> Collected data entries
▬▬▬▬▬▬▬▬▬▬
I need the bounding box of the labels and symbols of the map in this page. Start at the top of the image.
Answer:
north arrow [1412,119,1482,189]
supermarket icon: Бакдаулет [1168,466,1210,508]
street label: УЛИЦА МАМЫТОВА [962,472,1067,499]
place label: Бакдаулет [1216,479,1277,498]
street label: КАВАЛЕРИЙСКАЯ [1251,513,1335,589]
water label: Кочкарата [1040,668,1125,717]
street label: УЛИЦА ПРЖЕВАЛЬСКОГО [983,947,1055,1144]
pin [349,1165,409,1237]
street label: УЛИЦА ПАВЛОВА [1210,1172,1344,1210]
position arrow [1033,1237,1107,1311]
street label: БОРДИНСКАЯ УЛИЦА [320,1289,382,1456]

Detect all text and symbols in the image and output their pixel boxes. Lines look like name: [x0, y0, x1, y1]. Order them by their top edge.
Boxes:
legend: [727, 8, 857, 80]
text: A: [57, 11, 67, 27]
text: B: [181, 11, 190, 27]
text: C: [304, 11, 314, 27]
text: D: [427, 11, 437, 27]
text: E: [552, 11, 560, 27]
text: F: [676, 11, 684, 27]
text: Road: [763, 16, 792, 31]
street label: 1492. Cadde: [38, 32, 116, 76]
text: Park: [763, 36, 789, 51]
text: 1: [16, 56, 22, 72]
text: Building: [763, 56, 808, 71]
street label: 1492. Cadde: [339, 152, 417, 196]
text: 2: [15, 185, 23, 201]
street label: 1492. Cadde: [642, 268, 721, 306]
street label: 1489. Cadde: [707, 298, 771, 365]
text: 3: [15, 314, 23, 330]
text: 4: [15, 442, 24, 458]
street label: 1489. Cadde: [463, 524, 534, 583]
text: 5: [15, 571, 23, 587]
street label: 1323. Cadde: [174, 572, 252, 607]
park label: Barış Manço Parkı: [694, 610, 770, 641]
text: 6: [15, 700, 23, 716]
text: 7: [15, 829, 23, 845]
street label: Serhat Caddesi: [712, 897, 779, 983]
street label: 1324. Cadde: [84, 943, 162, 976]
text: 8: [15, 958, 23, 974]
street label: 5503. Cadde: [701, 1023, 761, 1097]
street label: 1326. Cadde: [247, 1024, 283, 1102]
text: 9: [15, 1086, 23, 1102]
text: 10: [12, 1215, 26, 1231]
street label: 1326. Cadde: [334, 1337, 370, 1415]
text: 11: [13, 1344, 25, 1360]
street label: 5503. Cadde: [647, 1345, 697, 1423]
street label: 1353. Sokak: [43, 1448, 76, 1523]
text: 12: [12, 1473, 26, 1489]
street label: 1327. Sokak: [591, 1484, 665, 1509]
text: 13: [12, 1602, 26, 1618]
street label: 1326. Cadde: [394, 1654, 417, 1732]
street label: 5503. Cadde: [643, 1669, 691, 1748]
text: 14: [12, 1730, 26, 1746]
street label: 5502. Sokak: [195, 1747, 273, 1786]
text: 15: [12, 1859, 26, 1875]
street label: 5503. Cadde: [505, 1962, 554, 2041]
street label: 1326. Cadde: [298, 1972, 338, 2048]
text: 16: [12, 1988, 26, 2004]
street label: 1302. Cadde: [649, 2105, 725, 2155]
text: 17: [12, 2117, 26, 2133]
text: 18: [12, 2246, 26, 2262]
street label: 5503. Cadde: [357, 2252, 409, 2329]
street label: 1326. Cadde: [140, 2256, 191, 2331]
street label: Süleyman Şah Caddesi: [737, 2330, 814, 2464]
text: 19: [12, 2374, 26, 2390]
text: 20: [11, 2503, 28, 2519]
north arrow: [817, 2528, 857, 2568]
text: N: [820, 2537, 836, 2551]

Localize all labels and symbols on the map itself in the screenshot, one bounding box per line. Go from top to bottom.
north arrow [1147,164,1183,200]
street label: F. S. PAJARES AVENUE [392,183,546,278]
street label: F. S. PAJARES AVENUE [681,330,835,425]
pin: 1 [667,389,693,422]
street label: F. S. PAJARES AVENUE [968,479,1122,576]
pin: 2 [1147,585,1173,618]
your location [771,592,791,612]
▬▬▬▬▬▬▬▬▬▬
Without omission, return all of the records exactly as given.

I need the bounding box of the labels and symbols of the map in this page. Start at the top of the image.
Answer:
north arrow [1412,119,1482,189]
supermarket icon: Бакдаулет [1168,466,1210,508]
street label: УЛИЦА МАМЫТОВА [962,472,1067,499]
place label: Бакдаулет [1216,479,1277,498]
street label: КАВАЛЕРИЙСКАЯ [1251,513,1335,589]
water label: Кочкарата [1040,668,1125,717]
street label: УЛИЦА ПРЖЕВАЛЬСКОГО [983,947,1055,1144]
pin [349,1165,409,1237]
street label: УЛИЦА ПАВЛОВА [1210,1172,1344,1210]
position arrow [1033,1237,1107,1311]
street label: БОРДИНСКАЯ УЛИЦА [320,1289,382,1456]

Detect all text and symbols in the image and output their pixel boxes. Lines look like name: [x0, y0, x1, y1]. Order them by their top edge.
Boxes:
legend: [727, 8, 857, 80]
text: A: [57, 11, 67, 27]
text: B: [181, 11, 190, 27]
text: C: [304, 11, 314, 27]
text: D: [427, 11, 437, 27]
text: E: [552, 11, 560, 27]
text: F: [676, 11, 684, 27]
text: Road: [763, 16, 792, 31]
street label: 1492. Cadde: [38, 32, 116, 76]
text: Park: [763, 36, 789, 51]
text: 1: [16, 56, 22, 72]
text: Building: [763, 56, 808, 71]
street label: 1492. Cadde: [339, 152, 417, 196]
text: 2: [15, 185, 23, 201]
street label: 1492. Cadde: [642, 268, 721, 306]
street label: 1489. Cadde: [707, 298, 771, 365]
text: 3: [15, 314, 23, 330]
text: 4: [15, 442, 24, 458]
street label: 1489. Cadde: [463, 524, 534, 583]
text: 5: [15, 571, 23, 587]
street label: 1323. Cadde: [174, 572, 252, 607]
park label: Barış Manço Parkı: [694, 610, 770, 641]
text: 6: [15, 700, 23, 716]
text: 7: [15, 829, 23, 845]
street label: Serhat Caddesi: [712, 897, 779, 983]
street label: 1324. Cadde: [84, 943, 162, 976]
text: 8: [15, 958, 23, 974]
street label: 5503. Cadde: [701, 1023, 761, 1097]
street label: 1326. Cadde: [247, 1024, 283, 1102]
text: 9: [15, 1086, 23, 1102]
text: 10: [12, 1215, 26, 1231]
street label: 1326. Cadde: [334, 1337, 370, 1415]
text: 11: [13, 1344, 25, 1360]
street label: 5503. Cadde: [647, 1345, 697, 1423]
street label: 1353. Sokak: [43, 1448, 76, 1523]
text: 12: [12, 1473, 26, 1489]
street label: 1327. Sokak: [591, 1484, 665, 1509]
text: 13: [12, 1602, 26, 1618]
street label: 1326. Cadde: [394, 1654, 417, 1732]
street label: 5503. Cadde: [643, 1669, 691, 1748]
text: 14: [12, 1730, 26, 1746]
street label: 5502. Sokak: [195, 1747, 273, 1786]
text: 15: [12, 1859, 26, 1875]
street label: 5503. Cadde: [505, 1962, 554, 2041]
street label: 1326. Cadde: [298, 1972, 338, 2048]
text: 16: [12, 1988, 26, 2004]
street label: 1302. Cadde: [649, 2105, 725, 2155]
text: 17: [12, 2117, 26, 2133]
text: 18: [12, 2246, 26, 2262]
street label: 5503. Cadde: [357, 2252, 409, 2329]
street label: 1326. Cadde: [140, 2256, 191, 2331]
street label: Süleyman Şah Caddesi: [737, 2330, 814, 2464]
text: 19: [12, 2374, 26, 2390]
text: 20: [11, 2503, 28, 2519]
north arrow: [817, 2528, 857, 2568]
text: N: [820, 2537, 836, 2551]

Localize all labels and symbols on the map itself in the screenshot, one bounding box per line. Go from top to bottom.
north arrow [1147,164,1183,200]
street label: F. S. PAJARES AVENUE [392,183,546,278]
street label: F. S. PAJARES AVENUE [681,330,835,425]
pin: 1 [667,389,693,422]
street label: F. S. PAJARES AVENUE [968,479,1122,576]
pin: 2 [1147,585,1173,618]
your location [771,592,791,612]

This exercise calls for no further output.